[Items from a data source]
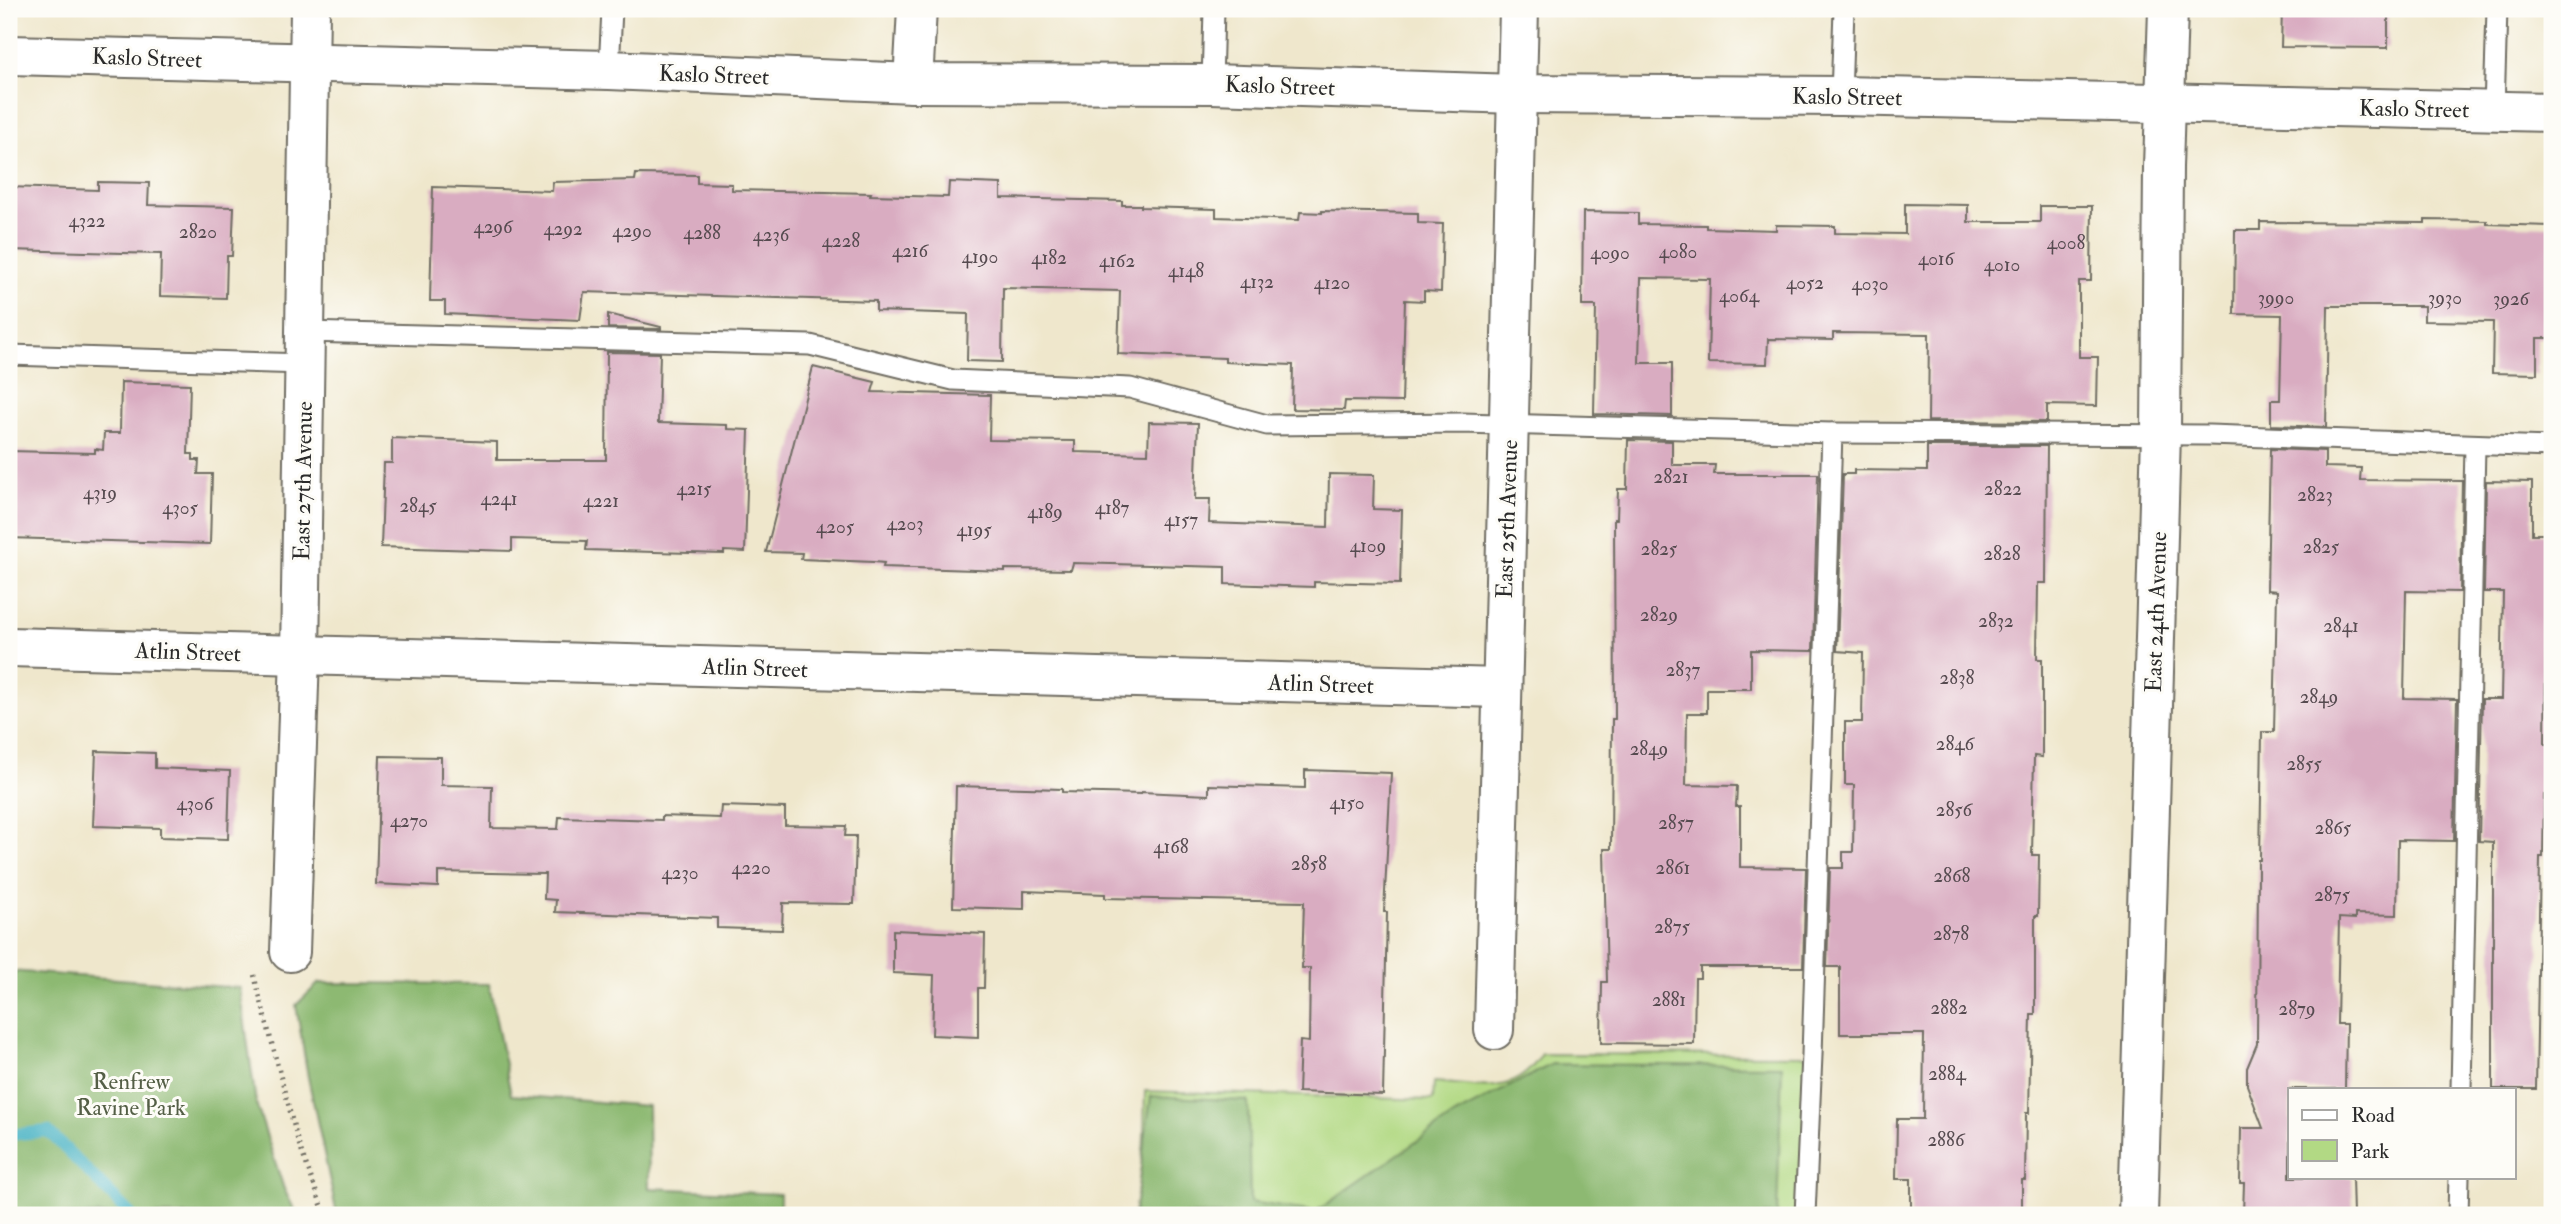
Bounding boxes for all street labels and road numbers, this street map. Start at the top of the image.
street label: Kaslo Street [91,42,203,74]
street label: Kaslo Street [658,59,770,91]
street label: Kaslo Street [1224,70,1336,102]
street label: Kaslo Street [1792,82,1902,112]
street label: Kaslo Street [2359,94,2469,124]
street label: East 27th Avenue [287,401,319,561]
street label: East 25th Avenue [1490,439,1524,599]
street label: East 24th Avenue [2139,531,2173,693]
street label: Atlin Street [133,636,242,668]
street label: Atlin Street [700,652,809,684]
street label: Atlin Street [1266,668,1375,700]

• **Work item**:
Every entry above is to be transcribed exactly, with all pictures left out.

• **Answer**:
Bounding boxes for all street labels and road numbers, this street map. Start at the top of the image.
street label: Kaslo Street [91,42,203,74]
street label: Kaslo Street [658,59,770,91]
street label: Kaslo Street [1224,70,1336,102]
street label: Kaslo Street [1792,82,1902,112]
street label: Kaslo Street [2359,94,2469,124]
street label: East 27th Avenue [287,401,319,561]
street label: East 25th Avenue [1490,439,1524,599]
street label: East 24th Avenue [2139,531,2173,693]
street label: Atlin Street [133,636,242,668]
street label: Atlin Street [700,652,809,684]
street label: Atlin Street [1266,668,1375,700]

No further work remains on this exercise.